A numeric value, only used with what="value", ignored otherwise.

Details

The available options for parameter what are identical to those available for the set method of ModVar. However, because an ExprModVar represents the left hand side of an expression involving operands, the effect of some options is different from its effect on a non-expression ModVar.

Returns

Updated ExprModVar.


Method get()

Gets the value of the ExprModVar that was set by the most recent call to set().

Usage

ExprModVar$get()

Returns

Value determined by last set().


Method clone()

The objects of this class are cloneable with this method.

Usage

ExprModVar$clone(deep = FALSE)

Arguments

deep

Whether to make a deep clone.

Details

A class to support expressions involving objects of base class ModVar, which itself behaves like a model variable.

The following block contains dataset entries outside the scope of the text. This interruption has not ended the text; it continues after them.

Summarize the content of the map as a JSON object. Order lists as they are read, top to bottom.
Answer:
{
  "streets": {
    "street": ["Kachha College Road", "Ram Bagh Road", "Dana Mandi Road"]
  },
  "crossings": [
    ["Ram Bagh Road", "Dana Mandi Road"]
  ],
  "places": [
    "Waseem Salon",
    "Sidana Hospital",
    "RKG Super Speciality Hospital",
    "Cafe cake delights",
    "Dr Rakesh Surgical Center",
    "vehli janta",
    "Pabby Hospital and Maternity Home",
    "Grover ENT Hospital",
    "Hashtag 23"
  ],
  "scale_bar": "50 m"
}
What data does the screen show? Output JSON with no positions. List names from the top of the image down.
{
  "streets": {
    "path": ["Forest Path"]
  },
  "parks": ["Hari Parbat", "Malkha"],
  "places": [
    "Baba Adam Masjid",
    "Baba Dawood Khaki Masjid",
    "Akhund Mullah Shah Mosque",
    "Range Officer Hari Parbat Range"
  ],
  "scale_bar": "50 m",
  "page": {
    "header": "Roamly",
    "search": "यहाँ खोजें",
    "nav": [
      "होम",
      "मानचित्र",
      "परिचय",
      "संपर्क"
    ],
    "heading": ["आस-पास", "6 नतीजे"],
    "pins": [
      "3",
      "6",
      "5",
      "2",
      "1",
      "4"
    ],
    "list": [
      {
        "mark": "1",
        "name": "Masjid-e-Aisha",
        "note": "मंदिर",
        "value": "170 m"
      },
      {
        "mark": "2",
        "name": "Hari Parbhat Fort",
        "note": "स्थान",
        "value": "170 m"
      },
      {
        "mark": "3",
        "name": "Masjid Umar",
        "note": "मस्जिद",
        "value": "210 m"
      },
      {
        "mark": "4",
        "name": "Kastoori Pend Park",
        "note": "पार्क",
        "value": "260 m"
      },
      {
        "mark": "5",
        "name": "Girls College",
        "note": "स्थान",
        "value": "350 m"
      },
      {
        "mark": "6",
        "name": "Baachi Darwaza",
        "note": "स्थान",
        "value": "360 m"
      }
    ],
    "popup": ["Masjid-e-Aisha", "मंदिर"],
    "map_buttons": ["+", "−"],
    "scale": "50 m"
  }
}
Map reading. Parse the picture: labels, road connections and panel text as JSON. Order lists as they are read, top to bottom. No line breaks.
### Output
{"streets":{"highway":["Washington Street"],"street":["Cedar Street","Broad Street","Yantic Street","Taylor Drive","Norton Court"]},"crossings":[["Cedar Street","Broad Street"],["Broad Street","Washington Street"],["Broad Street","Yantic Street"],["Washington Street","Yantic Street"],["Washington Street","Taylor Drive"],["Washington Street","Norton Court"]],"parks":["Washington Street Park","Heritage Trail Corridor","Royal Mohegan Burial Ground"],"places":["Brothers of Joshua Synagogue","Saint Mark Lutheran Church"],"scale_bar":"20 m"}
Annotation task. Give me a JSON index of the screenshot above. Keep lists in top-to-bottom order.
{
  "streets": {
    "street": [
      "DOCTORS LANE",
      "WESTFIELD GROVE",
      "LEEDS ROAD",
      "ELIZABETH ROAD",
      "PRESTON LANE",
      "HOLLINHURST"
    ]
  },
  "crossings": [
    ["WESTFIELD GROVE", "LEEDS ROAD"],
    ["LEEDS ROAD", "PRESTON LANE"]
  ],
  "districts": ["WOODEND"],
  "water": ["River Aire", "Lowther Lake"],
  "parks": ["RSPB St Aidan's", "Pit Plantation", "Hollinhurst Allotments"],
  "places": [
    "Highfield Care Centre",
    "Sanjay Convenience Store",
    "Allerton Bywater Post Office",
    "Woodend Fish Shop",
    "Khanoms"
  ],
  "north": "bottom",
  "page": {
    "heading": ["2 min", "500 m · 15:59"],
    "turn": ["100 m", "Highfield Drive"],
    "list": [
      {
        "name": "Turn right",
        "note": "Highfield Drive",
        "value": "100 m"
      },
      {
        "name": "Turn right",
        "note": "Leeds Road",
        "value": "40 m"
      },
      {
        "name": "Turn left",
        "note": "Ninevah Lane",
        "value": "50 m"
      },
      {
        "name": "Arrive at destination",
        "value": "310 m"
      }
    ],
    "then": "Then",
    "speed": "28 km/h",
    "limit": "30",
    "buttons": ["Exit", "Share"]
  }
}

For example, if A and B are variables with base class ModVar and c is a variable of type numeric, then it is not possible to write, for example, x <- 42*A/B + c, because R cannot manipulate class variables using the same operators as regular variables. But such forms of expression may be desirable in constructing a model and this class provides a mechanism for doing so. Inherits from class ModVar.

References

Briggs A, Claxton K, Sculpher M. Decision modelling for health economic evaluation. Oxford, UK: Oxford University Press; 2006.